Anyway, this may not even be what you are referring to. And believe me, I tell DH all the time, "I just can't stand the incessant whining." And since it goes on semi-regularly (not everyday, but at least a little every day or two), it can't be that he's uncomfortable or sick. It has to be his way of getting my attention when he has no other method. Hopefully we can find a new method as his ability to communicate grows over the next 6-12 mths.

Hang in there momma!

ChicagoMama
05-03-2004, 04:51 PM
A few thoughts came to mind as I read your post -
1) there's absolutely nothing wrong with being on an antidepressant/ anti-anxiety med. I had PPD with Shelby and things turned out great once I went on an antidepressant. I know that you aren't trying to address PPD, but my point is that antidepressants/ anti-anxiety drugs can be great if they are prescribed and monitored accurately.
2) Consider learning how to do deep breathing exercises. I took a life coaching class once, and the first lesson was about how we breathe too shallowly (ok, that can't be a word, but YKWIM), and that our breath is a natural, powerful defense against stress. Breathing deeply and purposefully really really helps me cope with a screaming acid reflux baby and a spirited toddler. I'll try to find some web resources and post them. The nice thing about deep breathing is that you can do it anywhere, anytime, it's free, and it works. I'm trying to teach Shelby to do it too (she doesn't get it yet - she wrinkles her nose like she's sniffing - too cute).
3) regarding the possibility of food allergy - I've heard that these can make them fairly miserable from a temperment point of view, but you wouldn't know it otherwise - keep a log of what he eats/drinks for about a week and his whining episodes and if you see a sort of pattern then it won't hurt to check it out with the ped.

Becky

Mama to DDs Shelby 09/19/02 and Sydney 10/16/03

C99
05-03-2004, 06:06 PM
Honestly, I think it's just the age. Not saying that Lauren or Tristan aren't spirited or intelligent kids. I just think it's a developmental/age thing. I don't know if anyone else gets the e-mails from BabyCenter.com, but my husband and I both do and without knowing that the other had already read it, forwarded the following paragraph from the latest e-mail to each other, with a note saying that it sounds like *our* 15-month-old.

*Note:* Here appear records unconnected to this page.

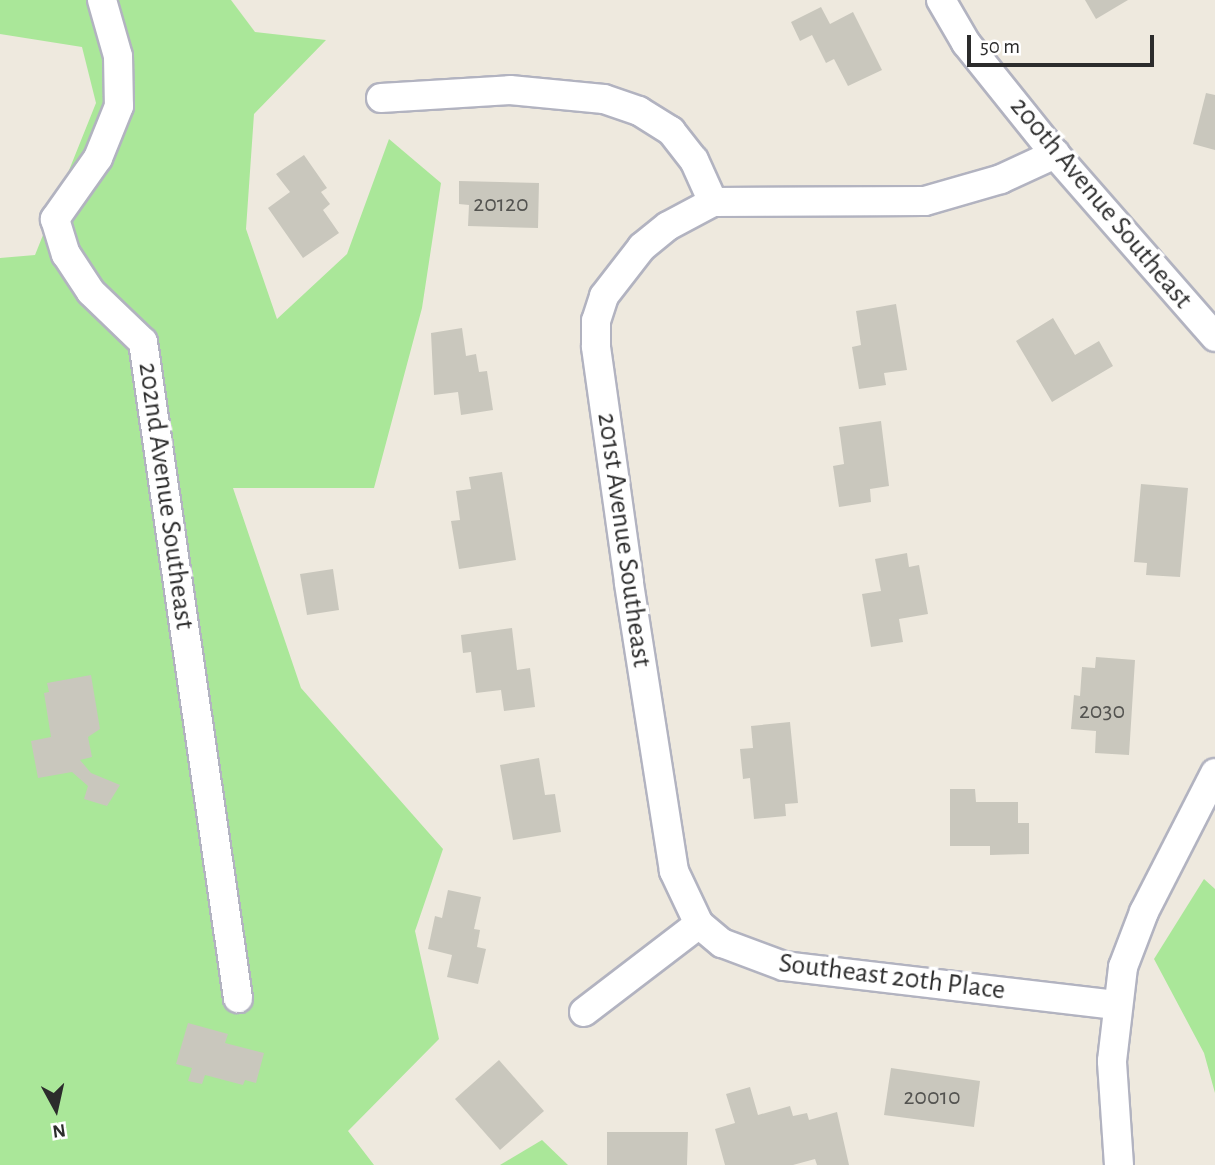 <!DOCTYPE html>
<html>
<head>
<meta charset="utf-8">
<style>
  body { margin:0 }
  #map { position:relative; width:1215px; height:1165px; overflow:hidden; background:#eee9de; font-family:"Alegreya Sans",sans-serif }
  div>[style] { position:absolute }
  .green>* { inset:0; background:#aae799 }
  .building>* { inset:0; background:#c9c7bd }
  .roads { filter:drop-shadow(2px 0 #b2b3c0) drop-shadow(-2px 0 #b2b3c0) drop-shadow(0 2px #b2b3c0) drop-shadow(0 -2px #b2b3c0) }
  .street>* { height:28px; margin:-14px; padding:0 14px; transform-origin:14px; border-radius:14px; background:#fff }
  span { translate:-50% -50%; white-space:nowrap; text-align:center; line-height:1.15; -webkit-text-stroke:7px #fff; paint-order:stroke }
  .number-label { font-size:24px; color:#535350 }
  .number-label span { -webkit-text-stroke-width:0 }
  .street-label { font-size:28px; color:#2c2c2c }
  .north { position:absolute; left:21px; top:1074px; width:70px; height:70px; -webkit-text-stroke:5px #fff; paint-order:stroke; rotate:172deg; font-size:19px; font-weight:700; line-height:28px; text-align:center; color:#2c2c2c }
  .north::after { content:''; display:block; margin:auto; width:24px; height:32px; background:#2c2c2c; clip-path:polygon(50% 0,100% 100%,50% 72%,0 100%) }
  .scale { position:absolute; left:967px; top:35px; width:187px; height:32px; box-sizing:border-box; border:4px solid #2c2c2c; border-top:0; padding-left:9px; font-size:21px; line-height:24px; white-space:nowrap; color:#2c2c2c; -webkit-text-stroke:5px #fff; paint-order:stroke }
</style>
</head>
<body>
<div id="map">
  <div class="green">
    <i style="clip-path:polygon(0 0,231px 0,255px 32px,326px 40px,254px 114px,246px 229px,277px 319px,347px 254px,389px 139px,441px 183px,422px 308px,374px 488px,233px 488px,301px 688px,443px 849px,415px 931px,439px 1039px,348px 1131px,374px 1165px,0 1165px,0 258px,35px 255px,96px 103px,82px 47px,0 34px)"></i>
    <i style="clip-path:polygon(1204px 879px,1215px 889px,1215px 1093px,1204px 1053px,1154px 959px)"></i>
    <i style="clip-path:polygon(542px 1140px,568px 1165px,500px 1165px)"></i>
  </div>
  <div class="building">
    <i style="clip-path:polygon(1085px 0,1128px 0,1096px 19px)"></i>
    <i style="clip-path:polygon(821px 7px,830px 24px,853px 12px,882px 70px,848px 86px,834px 59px,826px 63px,812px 35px,800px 41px,791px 22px)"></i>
    <i style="clip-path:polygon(1206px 93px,1215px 95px,1215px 150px,1193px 144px)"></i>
    <i style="clip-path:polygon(304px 155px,327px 188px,321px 192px,330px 204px,323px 210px,339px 233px,303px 258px,268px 208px,290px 192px,276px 174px)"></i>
    <i style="clip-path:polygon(459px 181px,539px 183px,538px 228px,468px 226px,469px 205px,459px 204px)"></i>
    <i style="clip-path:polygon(896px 304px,907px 370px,884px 373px,886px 385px,859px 389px,852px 347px,861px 345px,856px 311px)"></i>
    <i style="clip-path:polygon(1053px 318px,1075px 355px,1099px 341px,1113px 366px,1052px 402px,1016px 341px)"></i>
    <i style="clip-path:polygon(462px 328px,466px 356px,476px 354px,479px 372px,487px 371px,493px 410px,461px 415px,458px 392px,434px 395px,431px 333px)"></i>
    <i style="clip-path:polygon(881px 421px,889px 486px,870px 489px,871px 502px,839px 507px,833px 466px,844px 464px,839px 427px)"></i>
    <i style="clip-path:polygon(502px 472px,516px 560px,459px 569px,451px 521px,460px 520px,456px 491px,471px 489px,469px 477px)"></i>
    <i style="clip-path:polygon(1141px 484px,1188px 488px,1180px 577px,1146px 575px,1147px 563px,1134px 562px)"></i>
    <i style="clip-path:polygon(907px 553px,909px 567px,919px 565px,928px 614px,899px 619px,903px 642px,871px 647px,862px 594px,881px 591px,875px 559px)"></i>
    <i style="clip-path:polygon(333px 569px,339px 610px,307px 615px,300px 574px)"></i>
    <i style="clip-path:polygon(512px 628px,517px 670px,530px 668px,535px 707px,504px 711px,501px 690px,476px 693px,471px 652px,463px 653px,461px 635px)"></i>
    <i style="clip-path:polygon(1096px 657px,1135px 660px,1129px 755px,1095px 753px,1096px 731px,1071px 729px,1074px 695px,1080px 696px,1082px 667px,1095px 668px)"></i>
    <i style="clip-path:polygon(91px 675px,100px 729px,88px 737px,92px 757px,80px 760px,91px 773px,120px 785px,107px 806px,84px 799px,88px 786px,72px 772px,38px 778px,31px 741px,51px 737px,44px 693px,49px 692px,47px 683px)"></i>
    <i style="clip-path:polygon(790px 722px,798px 803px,785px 804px,786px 816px,754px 819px,750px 778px,743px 779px,740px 749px,753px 748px,751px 726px)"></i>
    <i style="clip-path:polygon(539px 758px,545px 795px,555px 794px,561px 832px,513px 840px,500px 765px)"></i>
    <i style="clip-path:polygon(950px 789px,975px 789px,976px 802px,1018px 802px,1018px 823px,1029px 823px,1029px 854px,990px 855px,990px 846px,950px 846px)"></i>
    <i style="clip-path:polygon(448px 890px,481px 897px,474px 929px,480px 930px,477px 947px,486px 949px,478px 984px,447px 977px,452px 955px,428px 949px,435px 916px,442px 918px)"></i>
    <i style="clip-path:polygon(188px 1023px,228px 1034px,225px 1043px,264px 1053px,256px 1083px,245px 1080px,243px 1085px,205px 1075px,202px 1084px,188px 1081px,192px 1068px,176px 1064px)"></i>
    <i style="clip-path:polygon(499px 1060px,544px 1111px,500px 1150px,455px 1099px)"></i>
    <i style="clip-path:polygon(891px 1068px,980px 1081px,974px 1127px,884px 1115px)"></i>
    <i style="clip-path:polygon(750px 1087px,758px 1115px,790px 1106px,793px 1116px,807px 1113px,809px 1120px,837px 1112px,849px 1165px,817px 1165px,815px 1159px,793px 1165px,725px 1165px,715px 1129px,735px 1123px,726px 1094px)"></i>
    <i style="clip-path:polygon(607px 1132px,688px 1132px,687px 1165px,607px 1165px)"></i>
  </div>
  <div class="roads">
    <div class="street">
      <i style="left:102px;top:0;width:58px;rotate:74.1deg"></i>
      <i style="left:118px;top:56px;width:50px;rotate:88.9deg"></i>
      <i style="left:119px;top:106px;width:56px;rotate:112deg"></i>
      <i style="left:98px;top:158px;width:75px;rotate:125.2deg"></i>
      <i style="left:55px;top:219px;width:37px;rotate:73deg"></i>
      <i style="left:66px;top:254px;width:45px;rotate:56.7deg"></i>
      <i style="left:91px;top:292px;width:72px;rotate:43.9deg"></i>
      <i style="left:143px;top:342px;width:663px;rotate:81.76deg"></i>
      <i style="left:941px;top:0;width:50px;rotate:59.8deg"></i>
      <i style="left:966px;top:43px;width:142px;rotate:51.3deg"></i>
      <i style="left:1055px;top:154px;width:243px;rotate:48.8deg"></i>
      <i style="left:381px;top:98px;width:129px;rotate:-3.5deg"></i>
      <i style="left:510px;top:90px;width:94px;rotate:5.5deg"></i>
      <i style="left:604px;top:99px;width:37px;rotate:19deg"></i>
      <i style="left:639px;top:111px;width:38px;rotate:32deg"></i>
      <i style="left:671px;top:131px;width:37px;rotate:52deg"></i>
      <i style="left:694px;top:160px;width:46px;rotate:65.7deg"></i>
      <i style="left:699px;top:924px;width:59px;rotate:-115.3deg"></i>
      <i style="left:674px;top:871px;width:292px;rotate:-98.9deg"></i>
      <i style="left:629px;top:582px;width:238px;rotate:-98deg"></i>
      <i style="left:596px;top:346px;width:25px;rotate:-90deg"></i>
      <i style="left:596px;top:321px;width:26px;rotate:-72deg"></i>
      <i style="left:604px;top:296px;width:62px;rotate:-52.2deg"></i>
      <i style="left:642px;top:247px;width:33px;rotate:-39deg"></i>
      <i style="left:668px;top:226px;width:51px;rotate:-28.1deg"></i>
      <i style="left:713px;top:202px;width:212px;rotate:-0.3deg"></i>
      <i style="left:925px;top:201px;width:79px;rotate:-16.1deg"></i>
      <i style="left:1001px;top:179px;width:60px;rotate:-24.8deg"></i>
      <i style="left:584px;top:1012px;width:145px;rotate:-37.4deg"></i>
      <i style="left:699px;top:924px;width:30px;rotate:40deg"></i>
      <i style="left:722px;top:943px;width:66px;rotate:20.4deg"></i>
      <i style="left:784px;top:966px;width:333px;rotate:6.7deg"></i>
      <i style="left:1119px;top:1165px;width:104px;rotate:-93.9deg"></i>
      <i style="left:1112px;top:1061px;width:95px;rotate:-83.3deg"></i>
      <i style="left:1123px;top:967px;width:59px;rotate:-69.1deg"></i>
      <i style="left:1144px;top:912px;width:156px;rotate:-62.9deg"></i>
    </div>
  </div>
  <div class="number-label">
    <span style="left:501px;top:205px">20120</span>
    <span style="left:1102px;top:712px">2030</span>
    <span style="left:932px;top:1098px">20010</span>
  </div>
  <div class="street-label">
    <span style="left:1101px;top:203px;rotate:50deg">200th Avenue Southeast</span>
    <span style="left:166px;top:496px;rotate:82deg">202nd Avenue Southeast</span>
    <span style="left:624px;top:540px;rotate:82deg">201st Avenue Southeast</span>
    <span style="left:892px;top:977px;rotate:7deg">Southeast 20th Place</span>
  </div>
  <div class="north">N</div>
  <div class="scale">50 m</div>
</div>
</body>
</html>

Whining, screaming, and yelling: If your 15-month-old has started
sounding like a hyena or worse, you're experiencing his intense desire
to interact with you. Children thrive on their parents' attention, and
a toddler this age will do just about anything to get yours. His
tactics may try your nerves even if you're one of the most patient
parents around. How to nip whining and screaming in the bud? When he
whines or yells, kneel down to your child's level and tell him that
you're listening. If the whining persists, keep your cool and say
something like, "I can't understand you when you talk like that.
Please use your normal voice and I'll be happy to listen to what
you're saying." You may have to repeat yourself over and over, day
after day, but your child will eventually learn that when he uses a
pleasant tone of voice, he's much more likely to get you to listen up.

Kieransmom
05-03-2004, 09:13 PM
Ooh, that's good! Thanks for posting that!